Reshaping data frames by stacking and unstacking¶
[1]:
import pandas as pd
import bokeh_catplot
import bebi103
import holoviews as hv
hv.extension('bokeh')
import bokeh.io
bokeh.io.output_notebook()
bebi103.hv.set_defaults()
We have seen how melting a data frame can bring it to tidy format, but this is not always the best option. Stacking and unstacking operations can be very useful for shaping data frames. As usual, this is best seen by example, and we will use the famous Anderson-Fisher iris data set, which you can download here.
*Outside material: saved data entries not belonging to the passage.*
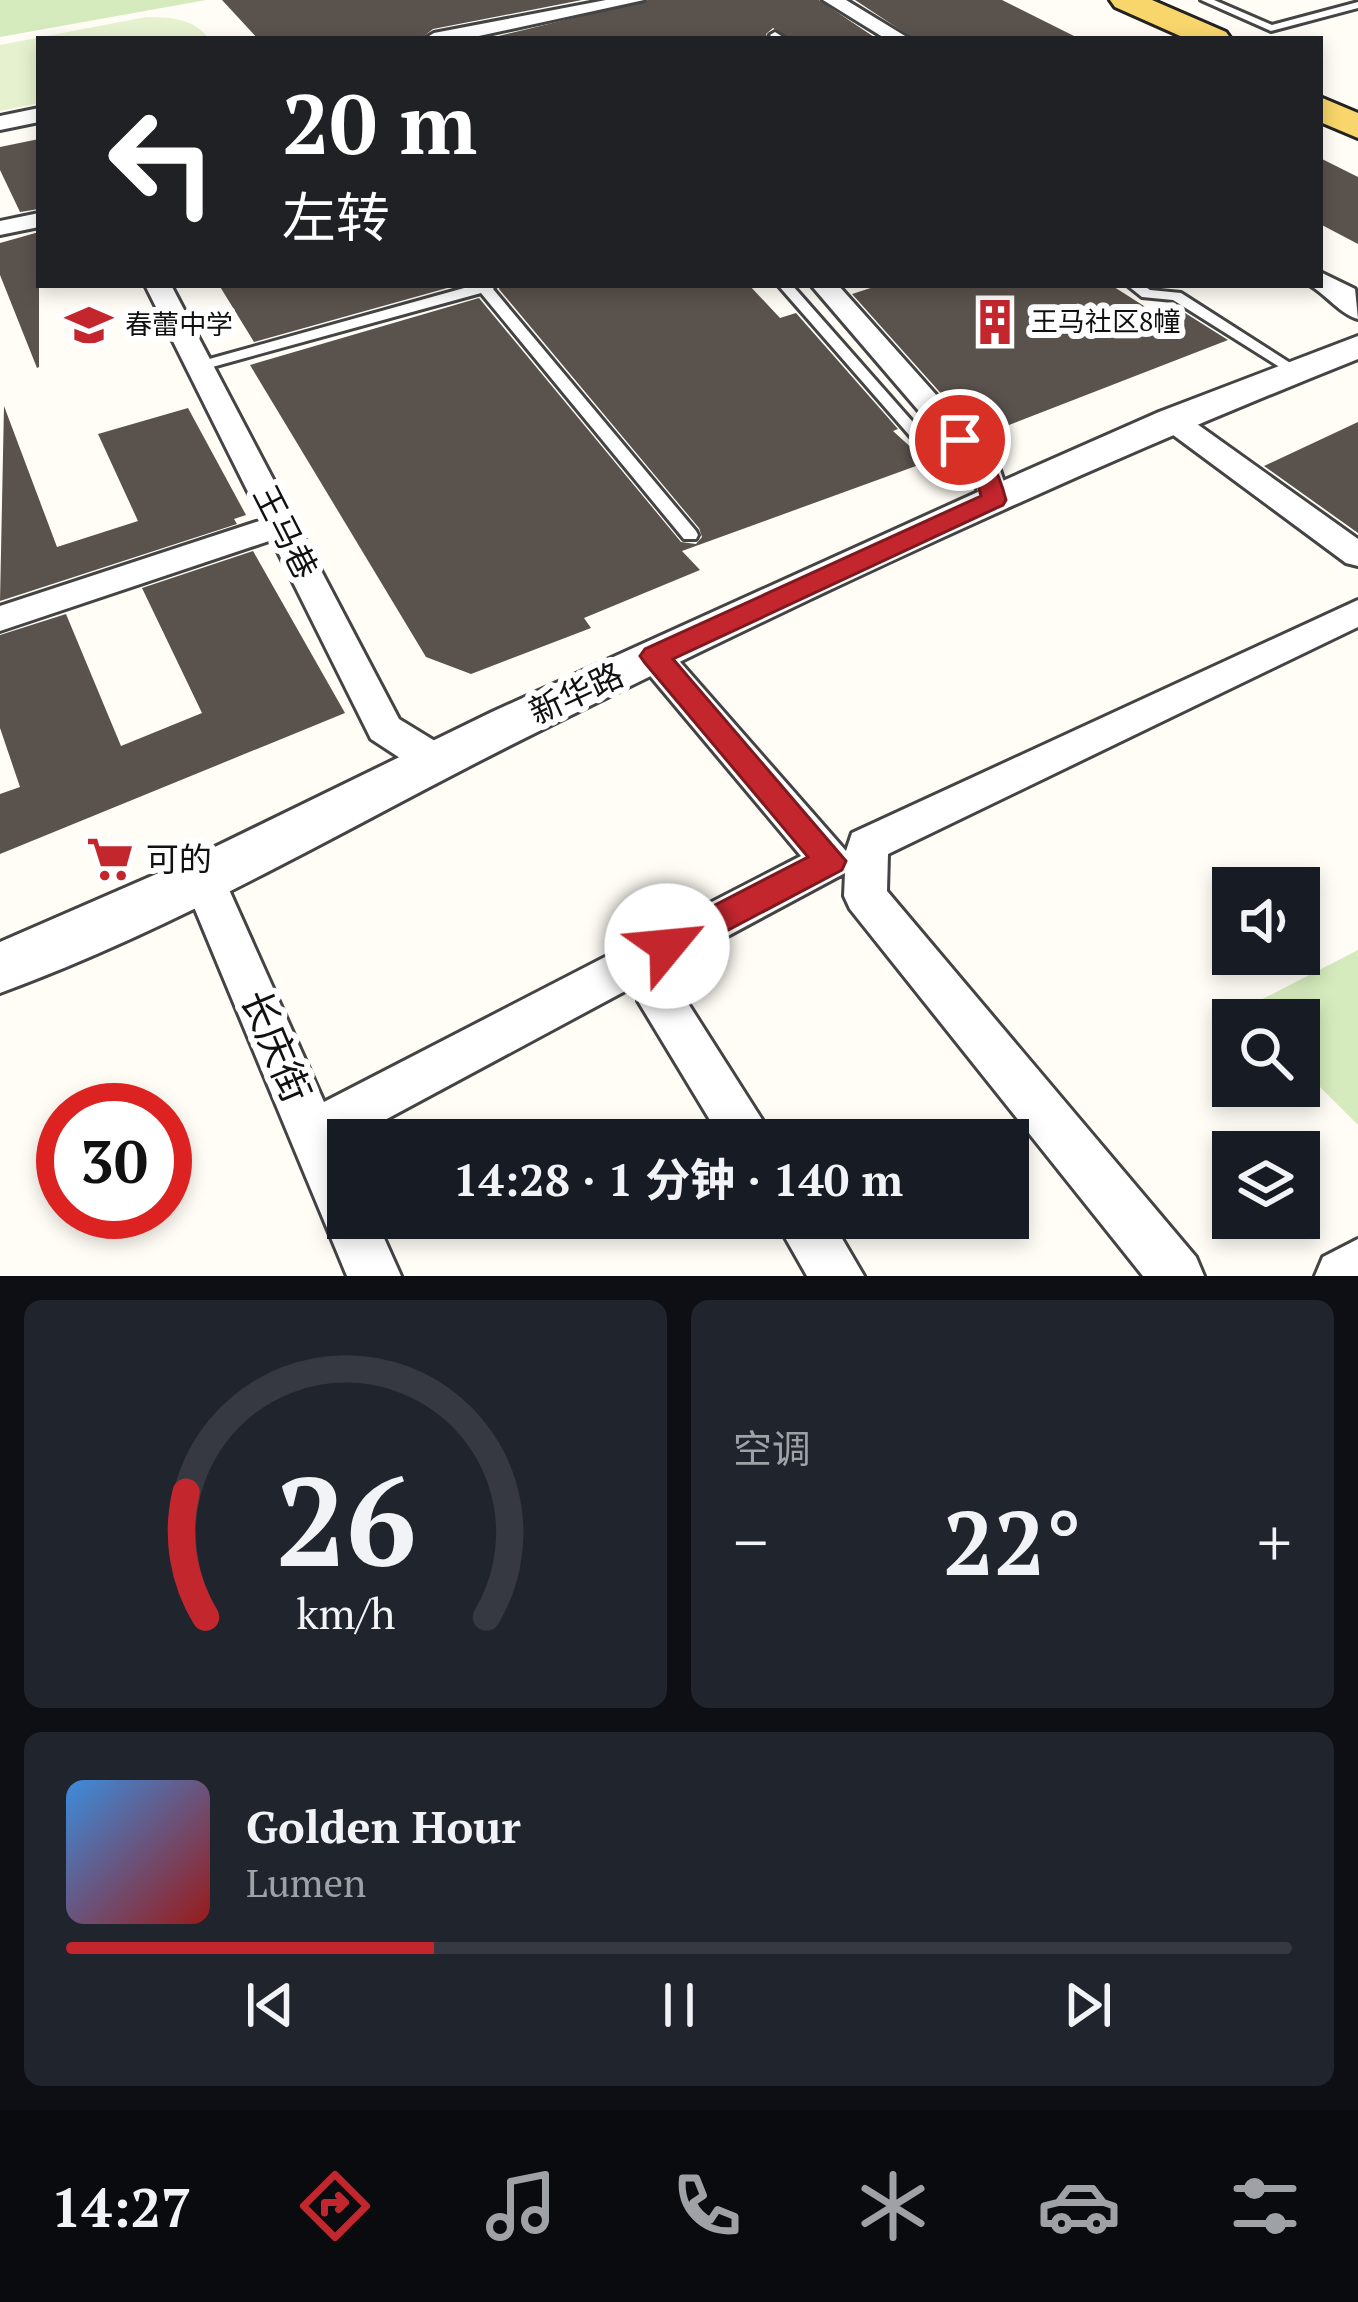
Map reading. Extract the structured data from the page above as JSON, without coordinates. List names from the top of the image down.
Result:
{
  "streets": {
    "street": ["王马巷", "新华路", "长庆街"]
  },
  "crossings": [
    ["王马巷", "新华路"],
    ["新华路", "长庆街"]
  ],
  "places": {
    "building": ["王马社区8幢"],
    "school or university": ["春蕾中学"],
    "supermarket": ["可的"]
  },
  "page": {
    "turn": ["20 m", "左转"],
    "limit": "30",
    "trip": "14:28 · 1 分钟 · 140 m",
    "tile": "空调",
    "heat": ["−", "22°", "+"],
    "song": ["Golden Hour", "Lumen"],
    "tabs": "14:27",
    "gauge": ["26", "km/h"]
  }
}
Melting the data set too soon¶
We start by loading in the data set, bearing in mind that for this particular format of it the header rows are rows zero and one.
[2]:
df = pd.read_csv("../data/anderson-fisher-iris.csv",
header=[0, 1])
df.head()
[2]:
setosa | versicolor | virginica | ||||||||||
---|---|---|---|---|---|---|---|---|---|---|---|---|
sepal length (cm) | sepal width (cm) | petal length (cm) | petal width (cm) | sepal length (cm) | sepal width (cm) | petal length (cm) | petal width (cm) | sepal length (cm) | sepal width (cm) | petal length (cm) | petal width (cm) | |
0 | 5.1 | 3.5 | 1.4 | 0.2 | 7.0 | 3.2 | 4.7 | 1.4 | 6.3 | 3.3 | 6.0 | 2.5 |
1 | 4.9 | 3.0 | 1.4 | 0.2 | 6.4 | 3.2 | 4.5 | 1.5 | 5.8 | 2.7 | 5.1 | 1.9 |
2 | 4.7 | 3.2 | 1.3 | 0.2 | 6.9 | 3.1 | 4.9 | 1.5 | 7.1 | 3.0 | 5.9 | 2.1 |
3 | 4.6 | 3.1 | 1.5 | 0.2 | 5.5 | 2.3 | 4.0 | 1.3 | 6.3 | 2.9 | 5.6 | 1.8 |
4 | 5.0 | 3.6 | 1.4 | 0.2 | 6.5 | 2.8 | 4.6 | 1.5 | 6.5 | 3.0 | 5.8 | 2.2 |
We have a multiindex for the column names. This data set is not tidy because each row corresponds to observations of three different flowers. To tidy it, we could go ahead and melt it.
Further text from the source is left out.